Chemical Manufacturers Insurance

Chemical Manufacturers Insurance. The manufacture of chemicals and allied products encompasses a vast and diverse field.

These companies may process basic chemicals like sodium, potassium, resins, or peroxides, or make finished chemical products that will be used as cleaning products, detergents, cosmetics, or in the pharmaceutical or agricultural industries, among others.

This field of manufacture may also produce commodities that will subsequently be processed further - synthetic fibers, dyes, or plastics, for instance.

Chemical manufacturers use a variety of raw materials and processes to produce a large assortment of consumer and industrial products, including some that are reactive, radioactive, or toxic.

Raw materials may come from animals (bone or tallow), minerals (metals or salts), petrochemicals (oils or solvents), or plants (alcohol, resins, or waxes). While some manufacturers' processes simply involve mixing and blending, such as producing cleaners with different fragrances, other processes are more involved.

Processes can include aeration, crushing, distillation, filtering, freezing, heating, mixing, pressurizing, or washing. The end product may take a variety of forms such as aerosols, gases, liquid concentrates, powder, or solids.

Cleanliness, purity, and the proper mix of ingredients are critical. Chemical manufacturers have laboratories engaged in product development, testing, and quality control.

While it is beyond question that chemicals and allied products play an essential role in the global supply chain, as well as the functioning of society, the fact that this industry is filled with perils is just as clear.

To ensure the future success of a company that manufactures chemicals and allied products, it is crucial to be armed with an air-tight insurance plan that covers all eventualities. To find out what types of chemical manufacturers insuranceare required, keep reading.

Chemical manufacturers insurance protects your manufacturing business from lawsuits with rates as low as $97/mo. Get a fast quote and your certificate of insurance now.

Below are some answers to commonly asked chemical manufacturing insurance questions:


What Is Chemical Manufacturers Insurance?

Chemical Manufacturers Insurance is a specialized type of insurance coverage that is specifically designed for companies that manufacture, distribute, or sell chemicals. This insurance protects these businesses from financial losses due to accidents, spills, contamination, or other incidents involving their products.

This coverage can include protection for property damage, liability for third-party injuries, environmental pollution and clean-up, and loss of income from business interruption. It is important for chemical manufacturers to have Chemical Manufacturers Insurance as it covers potential risks associated with the production and handling of hazardous materials.

How Much Does Chemical Manufacturers Insurance Cost?

The average price of a standard $1,000,000/$2,000,000 General Liability Insurance policy for small chemical manufacturing businesses ranges from $97 to $159 per month based on location, size, revenue, claims history and more.


Why Do Chemical Manufacturers Need Insurance?

Insurance For Manufacturers

All commercial ventures - from small, family-run catering companies to industry giants with global influence - have one thing in common, and that is that they all face risks.
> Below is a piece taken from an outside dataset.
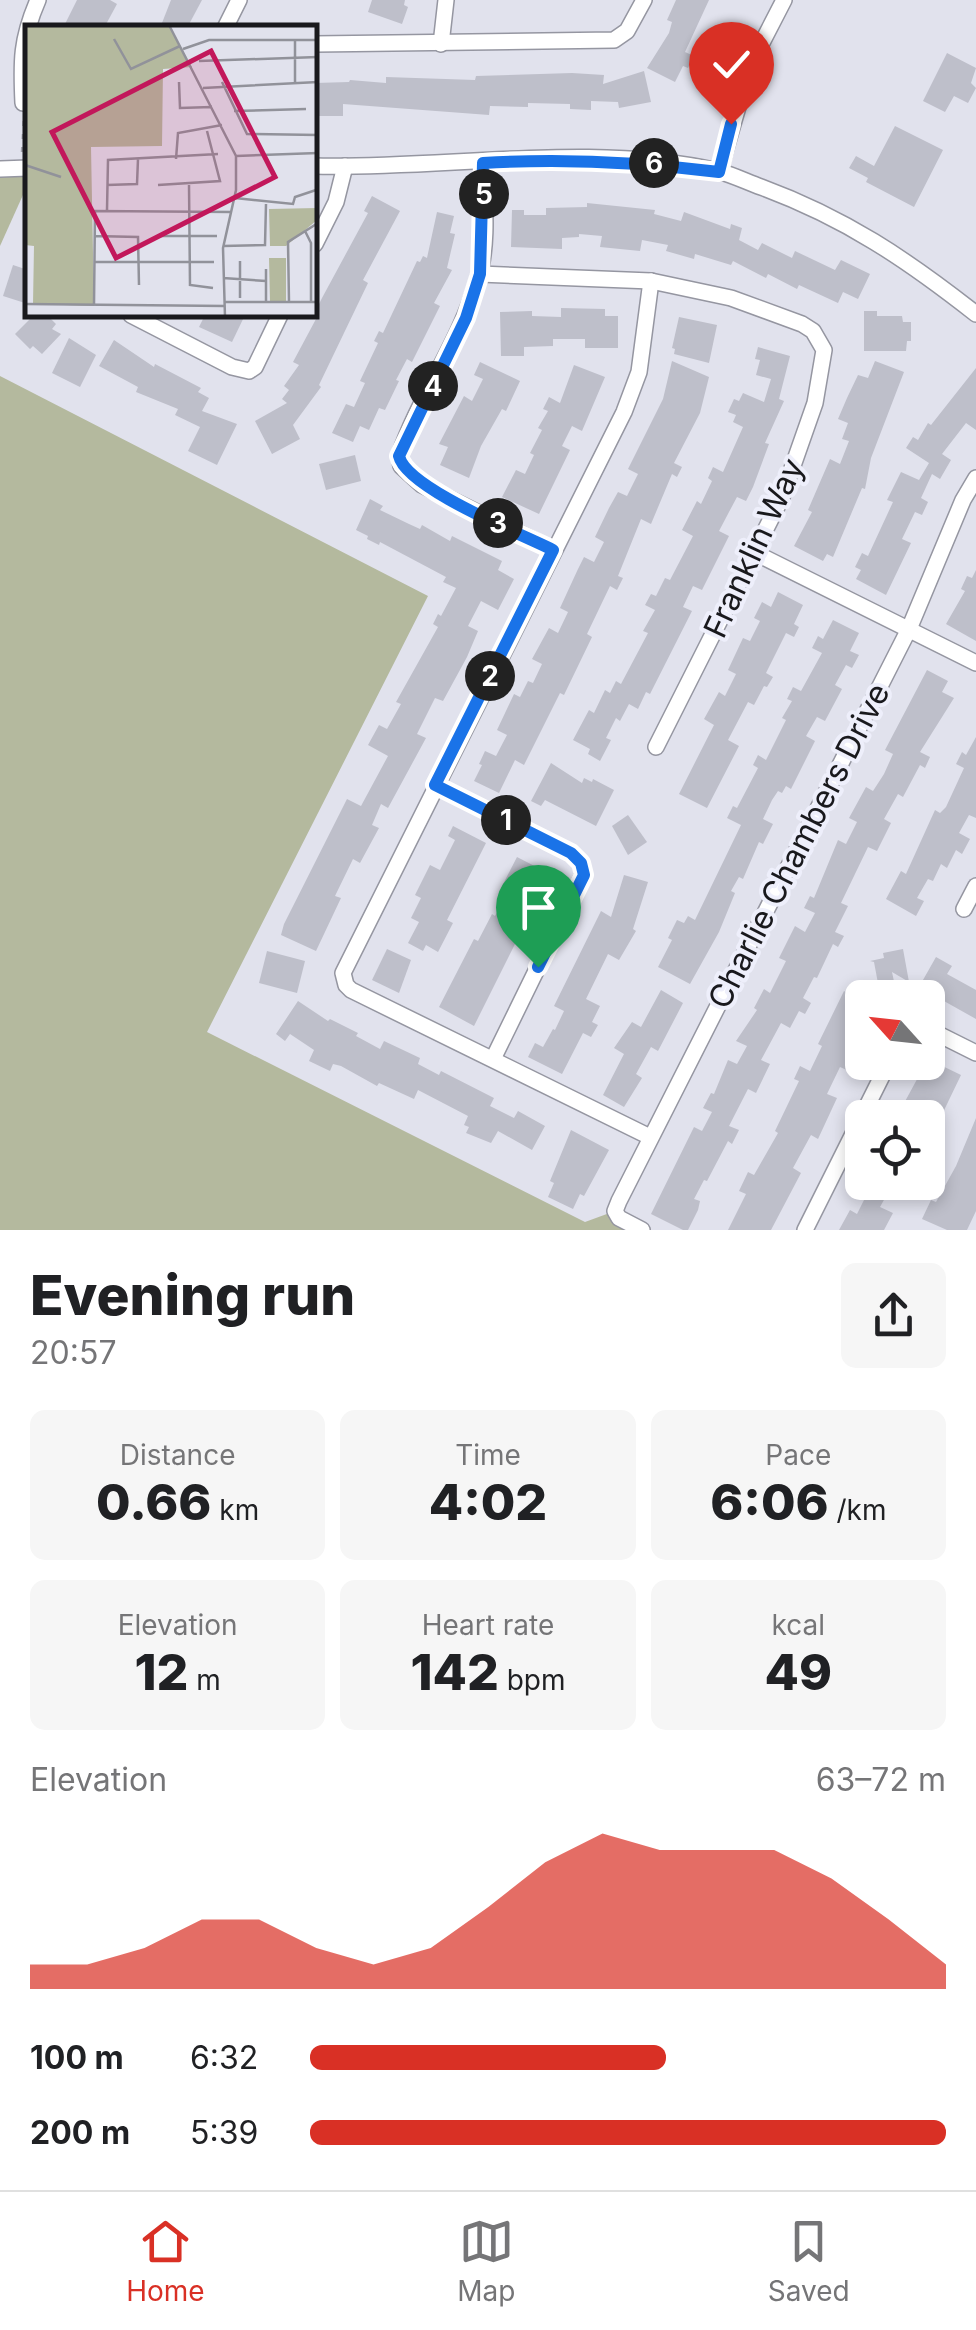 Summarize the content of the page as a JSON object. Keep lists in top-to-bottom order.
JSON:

A manufacturer of chemical and allied products of diverse kinds is vulnerable to the same threats as any other company, including acts of nature (earthquakes, wildfires, hurricanes, lightning strikes, serious floods, and others), theft, and vandalism.

All these unforeseen circumstances have the potential to cause extensive physical and financial damage.
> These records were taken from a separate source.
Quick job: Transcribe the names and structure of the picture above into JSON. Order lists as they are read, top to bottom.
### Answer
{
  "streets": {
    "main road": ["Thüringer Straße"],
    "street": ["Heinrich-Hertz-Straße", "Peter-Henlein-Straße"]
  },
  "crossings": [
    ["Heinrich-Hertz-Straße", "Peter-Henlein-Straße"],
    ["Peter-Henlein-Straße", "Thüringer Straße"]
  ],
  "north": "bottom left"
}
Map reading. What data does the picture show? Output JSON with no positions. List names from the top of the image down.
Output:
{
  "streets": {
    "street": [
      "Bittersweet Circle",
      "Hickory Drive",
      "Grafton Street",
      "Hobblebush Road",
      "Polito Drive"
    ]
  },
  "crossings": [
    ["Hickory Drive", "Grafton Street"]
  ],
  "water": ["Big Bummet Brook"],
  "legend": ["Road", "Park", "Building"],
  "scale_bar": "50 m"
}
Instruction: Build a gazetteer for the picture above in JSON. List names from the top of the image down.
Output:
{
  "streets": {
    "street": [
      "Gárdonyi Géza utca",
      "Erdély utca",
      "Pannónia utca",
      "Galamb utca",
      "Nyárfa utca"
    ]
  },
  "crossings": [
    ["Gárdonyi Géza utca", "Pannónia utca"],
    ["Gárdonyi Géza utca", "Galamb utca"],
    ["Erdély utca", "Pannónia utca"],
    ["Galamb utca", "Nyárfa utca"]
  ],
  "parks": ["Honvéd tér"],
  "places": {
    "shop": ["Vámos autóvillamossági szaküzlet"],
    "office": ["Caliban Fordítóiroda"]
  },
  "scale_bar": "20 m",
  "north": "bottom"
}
The almost endless list of threats unique to this particular industry illustrates that the stakes are even higher for companies manufacturing chemicals and allied products, however. For companies that work with hazardous chemicals, the risk that an employee suffers a workplace injury or exposure-related illness is always a present.

Should chemicals or byproducts cause environmental damage, the liability fallout could be disastrous. The same holds true for a scenario in which a product causes bodily injury to a consumer or other third party.
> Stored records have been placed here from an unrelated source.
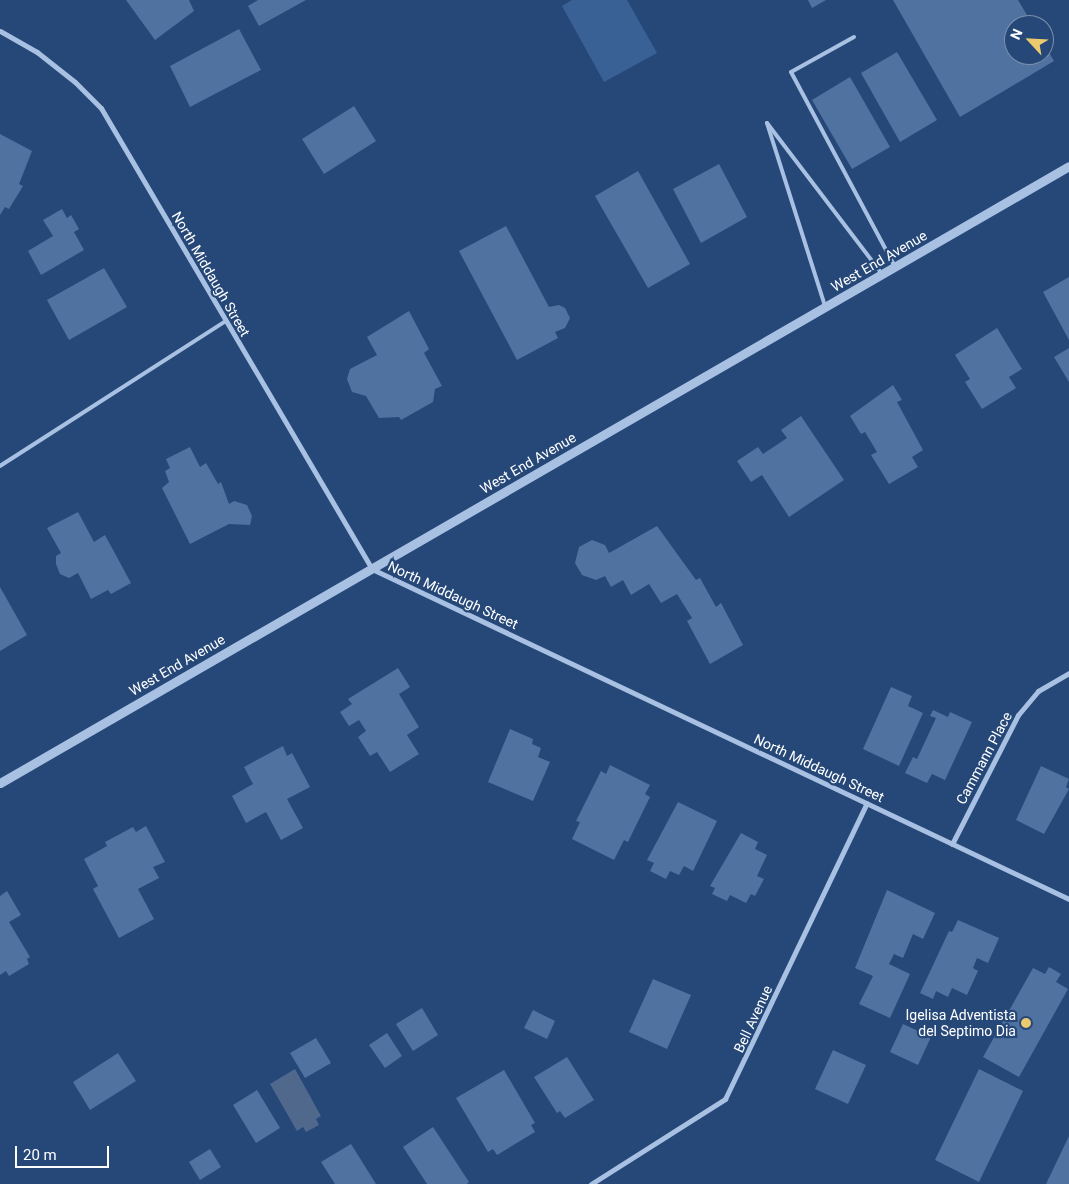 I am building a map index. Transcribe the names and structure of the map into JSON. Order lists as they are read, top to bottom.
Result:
{
  "streets": {
    "street": [
      "West End Avenue",
      "North Middaugh Street",
      "Cammann Place",
      "Bell Avenue"
    ]
  },
  "crossings": [
    ["West End Avenue", "North Middaugh Street"],
    ["North Middaugh Street", "Cammann Place"],
    ["North Middaugh Street", "Bell Avenue"]
  ],
  "places": ["Igelisa Adventista del Septimo Dia"],
  "scale_bar": "20 m",
  "north": "top left"
}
As the risks a company faces increase in magnitude, so too does its need for the right chemical manufacturers insurance program that protects the business against all possible threats.

With the right insurance, these and other circumstances beyond your control can represent obstacles that can be overcome.


What Type Of Insurance Do Chemical Manufacturers Need?

Companies that make chemicals and chemical products need to carry a range of different kinds of insurance that, together, protect their financial interests.

Because a company's precise needs depend on factors such as the jurisdiction in which its manufacturing facility is based, the nature of the products it makes, the manufacturing equipment used, and its number of employees, it is essential to build a customized insurance plan.

A seasoned commercial insurance agent who understands the unique perils of the chemical industry is invaluable in this process. Certain key types of chemical manufacturers insurance are non-negotiable, however, and those include:

  • Commercial Property: This type of insurance guards a company against financial losses resulting from perils such as fire, theft, and vandalism - though the exact events covered will vary. It does so by helping cover the costs of damage to physical assets including your building, manufacturing equipment, and inventory.
  • General Liability: This chemical manufacturers insurance covers third party bodily injury and property damage claims resulting from your company's activities or on its premises. It can cover events such as a visitor to your facility becoming ill as a result of exposure to chemicals, and an employee's negligent actions resulting in damage to the environment.
  • Product Liability: Designed to cover liability issues arising specifically from your products, this type of insurance can cover events such as end consumers suffering a burn after using a cleaning solution you manufactured. It can also cover the costs associated with product recalls.
  • Workers' Compensation: Another important insurance all companies making chemical and allied products should carry, workers' compensation insurance covers the medical bills of employees who sustain occupational injuries and illnesses of any kind. Should the worker be unable to resume their job, it further covers their lost wages.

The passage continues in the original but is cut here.